Local administrations have avoided water rate increases in recent years for fear of unpopularity and the crisis, but the result is that important investments in modernization and efficiency of the networks have been left pending, which suffer losses and leaks of water. water. Samuel Reyes, director of the Catalan Water Agency (ACA), Reyes encouraged those responsible for the water companies in Catalonia a few days ago to increase water rates to face the growing costs of this service. Approximately 40% of the 204 municipalities in the Ter and Llobregat region consume on average more than 200 liters per person per day for all uses (December data), the maximum threshold now allowed by the special drought plan.
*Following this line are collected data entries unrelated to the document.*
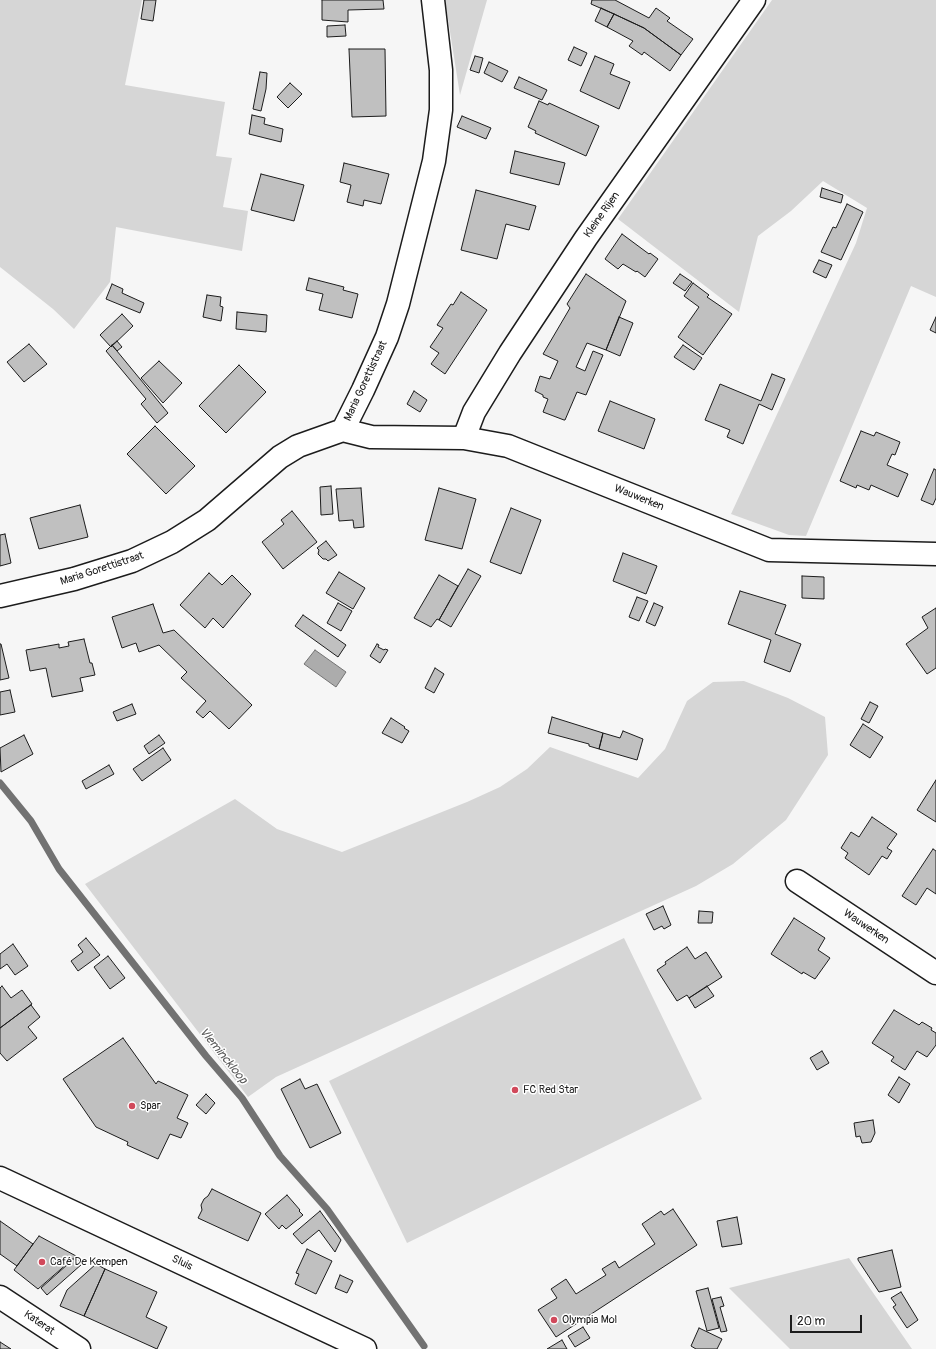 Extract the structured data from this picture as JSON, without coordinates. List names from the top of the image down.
{
  "streets": {
    "street": [
      "Kleine Rijen",
      "Maria Gorettistraat",
      "Wauwerken",
      "Sluis",
      "Katerat"
    ]
  },
  "crossings": [
    ["Kleine Rijen", "Wauwerken"],
    ["Maria Gorettistraat", "Wauwerken"]
  ],
  "water": ["Vleminckloop"],
  "places": [
    "FC Red Star",
    "Spar",
    "Café De Kempen",
    "Olympia Mol"
  ],
  "scale_bar": "20 m"
} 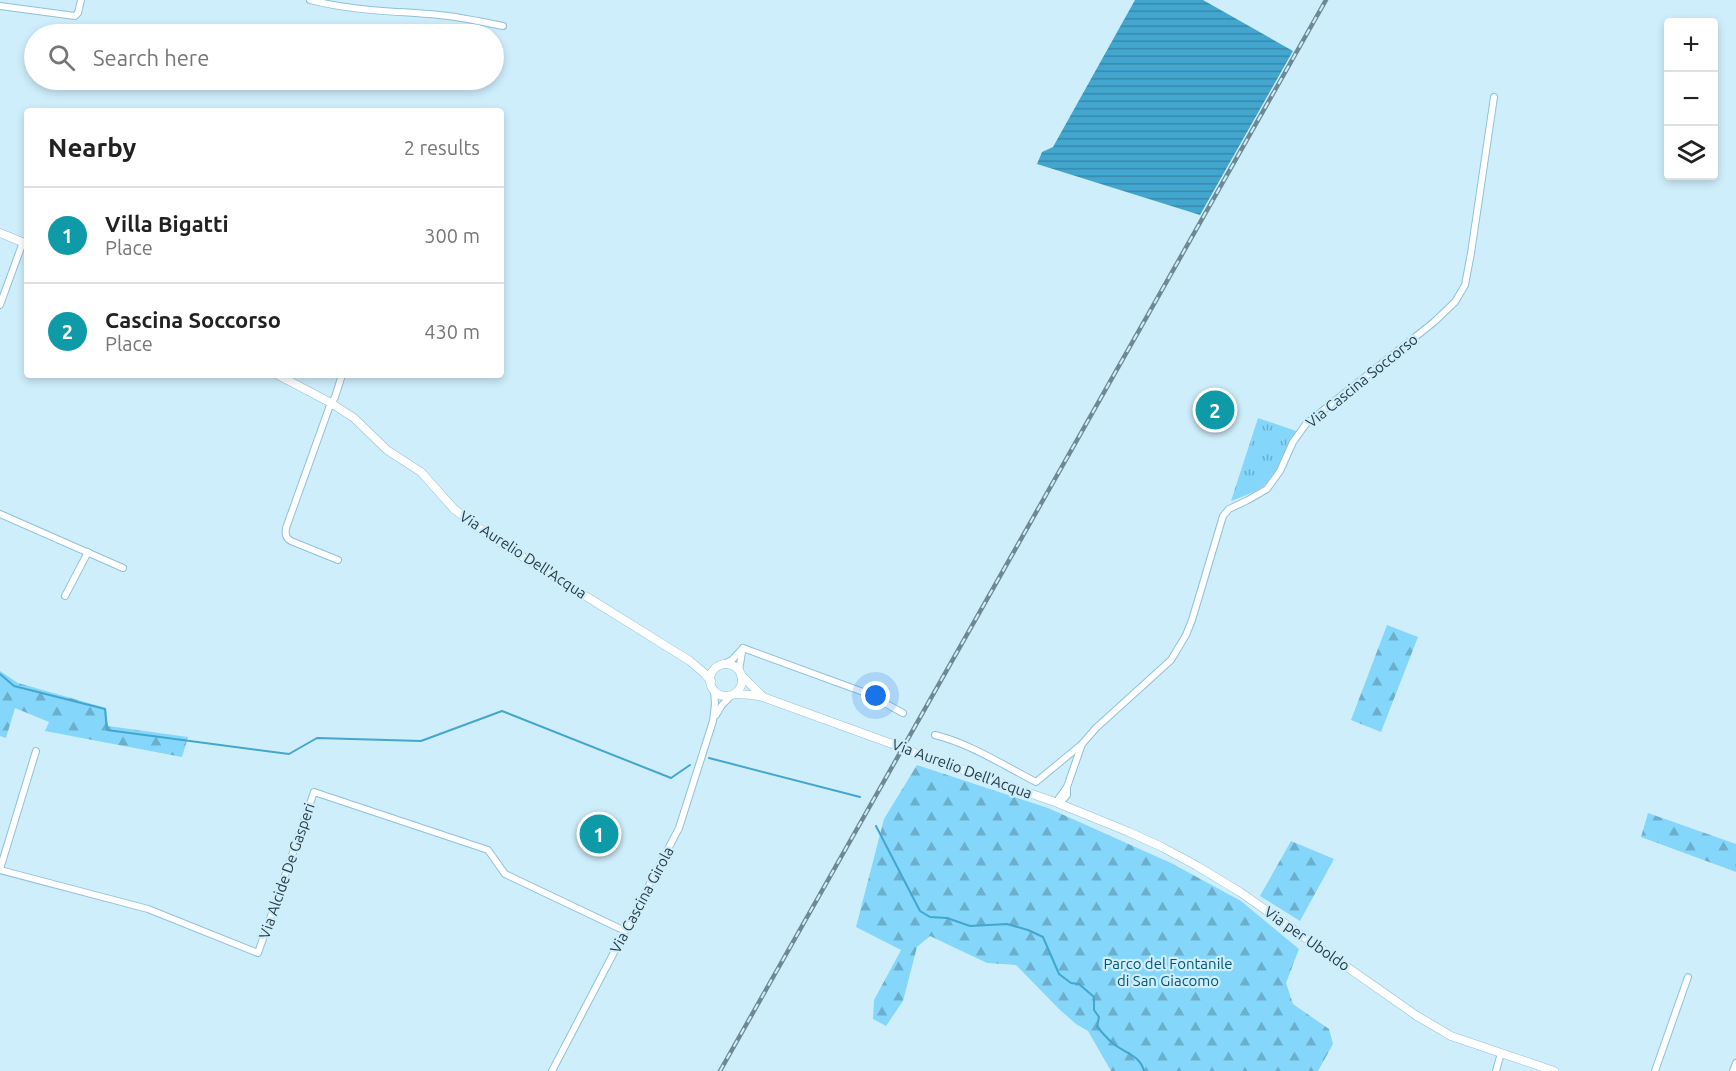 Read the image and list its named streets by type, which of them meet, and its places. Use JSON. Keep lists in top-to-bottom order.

The ACA has opened about 100 files to municipalities that have exceeded the allowed limit; but after the resolution proposals they have the option to present allegations; and there have still been no firm sanctions.
Narcís Prat, emeritus professor of Ecology at the UB, believes that there is a long way to go to improve savings and efficiency in water supply. It proposes that urbanizations (large consumers, especially seasonal, that deplete aquifers and dry up sources) be equipped with systems to capture rainwater and that systems be encouraged with public aid to reuse flows used in the home (kitchen, sink and showers). ) to be reused in the toilet tank so as not to waste drinking water unnecessarily. Dante Maschio, spokesperson for the Aigua és Vida platform, considers it key to move from managing supply to managing and containing demand. In practice, this means curbing the demand of large consumers (hotels and expansive urban planning) and putting a stop to planning that is not based on “grow, grow, grow”, that adjusts to limited resources and need. to respect the ecological flows of the rivers.